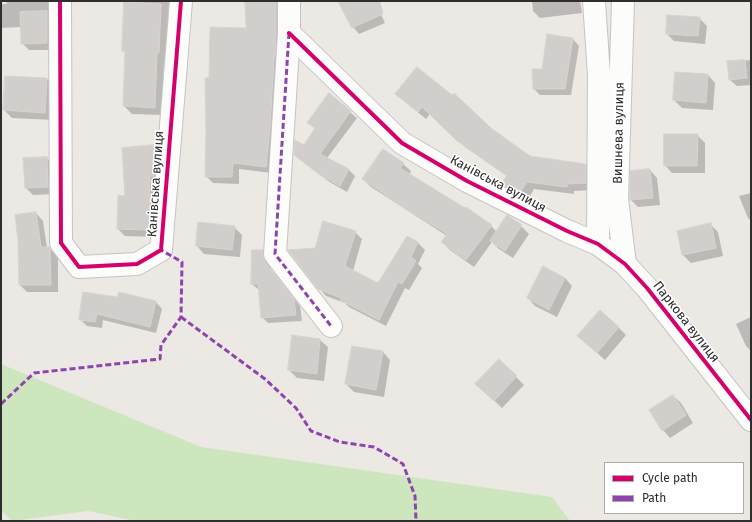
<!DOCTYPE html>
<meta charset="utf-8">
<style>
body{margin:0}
#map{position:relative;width:752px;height:522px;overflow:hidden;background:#ece8e4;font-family:"Fira Sans",sans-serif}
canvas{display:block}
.frame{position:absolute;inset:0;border:2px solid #2e2e2e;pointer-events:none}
.legend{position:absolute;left:604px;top:462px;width:140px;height:52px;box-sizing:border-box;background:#fff;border:1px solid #ababab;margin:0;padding:5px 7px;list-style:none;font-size:12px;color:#2e2e2e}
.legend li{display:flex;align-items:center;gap:8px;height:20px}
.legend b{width:20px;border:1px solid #ababab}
</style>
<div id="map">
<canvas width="752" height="522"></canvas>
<div class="frame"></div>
<ul class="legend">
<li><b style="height:5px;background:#d6006c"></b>Cycle path</li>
<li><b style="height:5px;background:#8e44ad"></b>Path</li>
</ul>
</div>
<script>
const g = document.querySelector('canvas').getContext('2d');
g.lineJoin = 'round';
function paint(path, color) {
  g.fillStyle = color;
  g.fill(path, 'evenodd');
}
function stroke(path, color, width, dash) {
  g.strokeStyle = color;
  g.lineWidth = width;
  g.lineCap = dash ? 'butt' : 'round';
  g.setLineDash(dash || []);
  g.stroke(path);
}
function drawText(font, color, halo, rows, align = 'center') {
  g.font = font + ' "Fira Sans",sans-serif';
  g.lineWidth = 3;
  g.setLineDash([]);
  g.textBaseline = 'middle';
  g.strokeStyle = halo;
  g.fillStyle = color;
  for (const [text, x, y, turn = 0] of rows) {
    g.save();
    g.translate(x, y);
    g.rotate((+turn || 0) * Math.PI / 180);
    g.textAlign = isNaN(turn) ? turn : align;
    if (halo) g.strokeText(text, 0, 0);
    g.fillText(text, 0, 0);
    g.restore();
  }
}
paint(new Path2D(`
 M1,364L201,447L552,497L570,521H136L88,511L12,521L1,510Z`), '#cee6be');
paint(new Path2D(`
 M6,1H53V50H29L22,43L21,27L1,28V4H7Z
 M125,1H169L166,60H164L162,115L132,114L124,106L126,54L123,50Z
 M246,1H282L272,173L239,169V184L213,183L206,176L210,79L247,29Z
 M339,1H375L385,23L359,34L353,27Z
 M532,1H580L582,13L540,18L533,11Z
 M699,18L707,26L705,44L674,41L667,34Z
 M573,39L579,46L571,95H540L534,89L533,70H542Z
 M751,60V85L737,86L730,80L728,62Z
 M708,75L715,83L713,110L682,108L674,100Z
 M47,79L54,87L53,120L12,118L4,110Z
 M329,95L357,118L327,158L349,170L355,176L347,192L328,181L295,155L304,146L316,129L309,123Z
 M404,101L490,129L530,157L586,165L593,172V190L574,191V194L534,189L528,200L510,191L503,183L507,176L465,147L430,114L426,119Z
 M697,135L705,143V173H672L665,165Z
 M153,146L161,154L156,237L125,236L118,229Z
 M47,158L55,165L56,194L33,195L26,188L24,159Z
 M403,164L411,171L409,175L491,226L497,232L521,226L529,234L513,258L499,249L492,242L474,267L450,250L442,242L447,236L371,187L363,179Z
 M650,170L657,178L660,205L638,207L631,200Z
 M751,193V221L748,218L739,196Z
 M36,213L43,221L47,248H49L58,257V292H27L20,285Z
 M710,224L718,232L723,256L691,263L683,255L678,232Z
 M234,227L242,235L240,257L204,254L197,246Z
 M355,232L362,239L353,271L378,284L407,237L418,243L425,250L418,264L422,268L409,290L405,288L386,326L349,307L345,303L326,296L319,288L316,249Z
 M262,251L268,257L271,269L300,306L302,321L268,323L262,317L259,290L252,284Z
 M544,268L565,278L572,286L557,317L535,306L528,298Z
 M119,293L156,302L162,309L156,333L103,320L102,328L87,326L80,319L118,298Z
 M751,317V351L746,346L736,324Z
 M618,327L626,335L605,360L578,336Z
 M320,340L328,347L324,381L297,378L289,370Z
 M383,352L390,360L384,397L354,392L346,384Z
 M499,360L524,385L502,408L477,384Z
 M673,396L681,403L693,423L670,438L663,430Z`), '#0003');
const building = new Path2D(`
 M245,1H276V33L275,58H274L270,128L266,167L233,163L232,177H205L206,130L205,78H209L210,27L246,28Z
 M338,1H380L383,14L352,28Z
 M124,2L161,4L159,53H157L155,108L123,106L125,51H122Z
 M47,11V43L21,44L20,12Z
 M667,15L700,17L698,36L666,34Z
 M547,34L573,38L565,89H533L532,69H542Z
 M745,60L747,78L729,80L727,61Z
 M417,67L452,95L454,93L491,128L530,156L586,164V183L567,184V187L527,182L520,193L502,183L507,175L456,140L422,107L418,112L395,94Z
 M675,72L708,74L706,103L673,100Z
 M5,76L47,78L45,113L3,110Z
 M329,93L351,111L320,154L349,169L340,186L320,175L294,155L295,140L304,145L315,128L307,123Z
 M664,134H698L697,166H664Z
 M154,145L155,167L154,176H150L149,230L117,229L118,195L125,196L122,148Z
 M383,149L404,163L400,168L465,208L466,207L492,225L466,260L441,242L447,234L403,207L362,179Z
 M47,157L48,187L25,188L23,158Z
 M650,169L653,198L630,200V171Z
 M36,212L41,247H50V249L51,285H19L18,241L15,215Z
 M507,215L522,225L505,251L490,241Z
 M323,221L356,231L345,266L378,283L407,236L418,242L411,257L416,261L402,284L398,282L379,320L340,300L341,298L318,289L288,250L315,248Z
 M198,222L235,226L232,250L196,246Z
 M711,223L716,248L682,255L677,231Z
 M252,250H263L265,262L294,299L296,315L261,318L258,284H251Z
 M543,266L565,278L549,310L527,298Z
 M83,292L117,297L119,292L156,301L150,327L97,314L95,322L79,320Z
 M600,310L619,327L597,353L577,336Z
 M292,335L320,339L317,374L288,370Z
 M352,346L383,351L376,390L345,384Z
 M499,359L517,376L494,401L475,384Z
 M673,395L686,415L662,431L649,410Z`);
paint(building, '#d1cecb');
stroke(building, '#d7d4d0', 1);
const minor = new Path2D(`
 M60,1L61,243L79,267L137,264L161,250L181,1
 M289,1V33L275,254L331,326
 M594,1L599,75L598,244
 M623,1L617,199L625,264
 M289,33L402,143L467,181L567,231L598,244L625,264L647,288L751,420`);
stroke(minor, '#c5c4c5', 24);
stroke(minor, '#fcfcfb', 22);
stroke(new Path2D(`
 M289,33L275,254L331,326
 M181,317L265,379L296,408L311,431L340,442L374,447L403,464L415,496L416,521
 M1,404L34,373L160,359L161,345L181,317L182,262L161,250`), '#8e44ad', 3, [6, 3]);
stroke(new Path2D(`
 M60,1L61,243L79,267L137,264L161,250L181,1
 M289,33L402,143L467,181L567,231L598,244L625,264L647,288L751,420`), '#d6006c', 4);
drawText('13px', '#2e2e2e', '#fff', [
 ["Вишнева вулиця",619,133,-89],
 ["Канівська вулиця",156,184,-86],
 ["Канівська вулиця",498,184,28],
 ["Паркова вулиця",686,322,52]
]);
</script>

• Aim of the task:
Only the lines that contain the word "align" should be copied from the material.

• Response area:
.legend li{display:flex;align-items:center;gap:8px;height:20px}
function drawText(font, color, halo, rows, align = 'center') {
    g.textAlign = isNaN(turn) ? turn : align;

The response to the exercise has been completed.